Single by Mina

from the album Renato
- Language: Italian
- B-side: "Eclisse twist"
- Released: 12 April 1962
- Genre: Rock and roll
- Length: 2:10
- Label: Italdisc
- Composer: Alberto Cortez
- Lyricists: Alberto Testa; Renato De Carli;

Mina singles chronology
| "Le tue mani" (1962) | "Renato" (1962) | "Chihuahua" (1962) |

= Renato (song) =

"Renato" is a song recorded in 1962 by Italian singer Mina. A version of the 1961 Spanish song "Renata" by Alberto Cortez, its lyrics were adapted to Italian by Alberto Testa. The song was released as a single in April 1962, eventually reaching number four on the Italian chart and becoming one of the biggest hits of the summer. Sales of the single exceeded 190 thousand copies.

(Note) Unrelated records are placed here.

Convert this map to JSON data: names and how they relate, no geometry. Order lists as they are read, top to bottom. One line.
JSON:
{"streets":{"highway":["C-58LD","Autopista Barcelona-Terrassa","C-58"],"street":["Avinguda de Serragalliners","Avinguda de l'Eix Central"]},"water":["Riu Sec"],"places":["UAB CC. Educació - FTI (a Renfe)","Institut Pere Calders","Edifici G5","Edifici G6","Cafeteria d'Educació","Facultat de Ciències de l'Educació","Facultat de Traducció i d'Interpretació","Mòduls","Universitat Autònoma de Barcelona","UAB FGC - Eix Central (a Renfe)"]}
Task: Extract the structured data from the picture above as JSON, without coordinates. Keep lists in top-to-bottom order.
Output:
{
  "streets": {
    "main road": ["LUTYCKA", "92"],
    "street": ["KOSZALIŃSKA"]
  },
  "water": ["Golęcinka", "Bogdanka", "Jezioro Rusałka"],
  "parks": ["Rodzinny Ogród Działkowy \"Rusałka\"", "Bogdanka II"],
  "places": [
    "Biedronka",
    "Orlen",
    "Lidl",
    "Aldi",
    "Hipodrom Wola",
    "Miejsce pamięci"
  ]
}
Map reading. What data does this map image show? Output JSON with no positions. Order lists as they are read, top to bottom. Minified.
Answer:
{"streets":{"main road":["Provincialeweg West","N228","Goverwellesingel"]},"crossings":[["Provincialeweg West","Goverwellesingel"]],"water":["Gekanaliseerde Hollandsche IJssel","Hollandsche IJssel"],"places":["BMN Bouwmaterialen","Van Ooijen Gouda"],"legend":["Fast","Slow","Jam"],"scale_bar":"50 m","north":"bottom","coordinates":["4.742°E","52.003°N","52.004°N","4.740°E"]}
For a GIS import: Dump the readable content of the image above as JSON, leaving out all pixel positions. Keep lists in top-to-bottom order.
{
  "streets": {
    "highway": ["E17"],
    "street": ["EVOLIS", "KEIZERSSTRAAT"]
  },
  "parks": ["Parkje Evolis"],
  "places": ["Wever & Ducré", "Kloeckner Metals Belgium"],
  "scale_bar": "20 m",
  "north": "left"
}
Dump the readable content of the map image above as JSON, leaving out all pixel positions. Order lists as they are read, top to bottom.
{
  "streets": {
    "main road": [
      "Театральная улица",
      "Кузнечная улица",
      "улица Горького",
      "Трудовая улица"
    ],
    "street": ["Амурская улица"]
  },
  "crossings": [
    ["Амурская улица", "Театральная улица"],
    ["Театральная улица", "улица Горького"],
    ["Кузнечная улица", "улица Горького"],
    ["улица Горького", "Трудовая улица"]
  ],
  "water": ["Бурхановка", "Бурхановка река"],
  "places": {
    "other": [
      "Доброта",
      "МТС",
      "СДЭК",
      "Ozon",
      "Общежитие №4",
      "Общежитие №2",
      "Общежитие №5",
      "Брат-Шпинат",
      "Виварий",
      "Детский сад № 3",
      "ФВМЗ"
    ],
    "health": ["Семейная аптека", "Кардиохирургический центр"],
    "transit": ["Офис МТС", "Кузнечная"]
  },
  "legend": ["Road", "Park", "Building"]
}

The B-side was the song "Eclisse twist", written by Michelangelo Antonioni and Giovanni Fusco for the film L'Eclisse.

==Critical reception==
Fernando Fratarcangeli, in the accompanying article for the reissue of the album, noted that it was "Renato" that became the flagship of the album, partly due to the fact that the text traces the turning point of the role of a woman: she provokes, seduces, jokes and even scolds a man.

==Track listing==
- 7" single
A. "Renato" – 2:10
B. "Eclisse twist" (Michelangelo Antonioni, Giovanni Fusco) – 2:50

==Charts==

Chart performance for "Renato"
| Chart (1962) | Peak position |
|---|---|
| Italy (Musica e dischi) | 4 |

==Cover versions==
A Japanese cover of the Mina version, titled "Tsukikage no Renāto" (月影のレナート), was recorded by Mieko Hirota in 1963.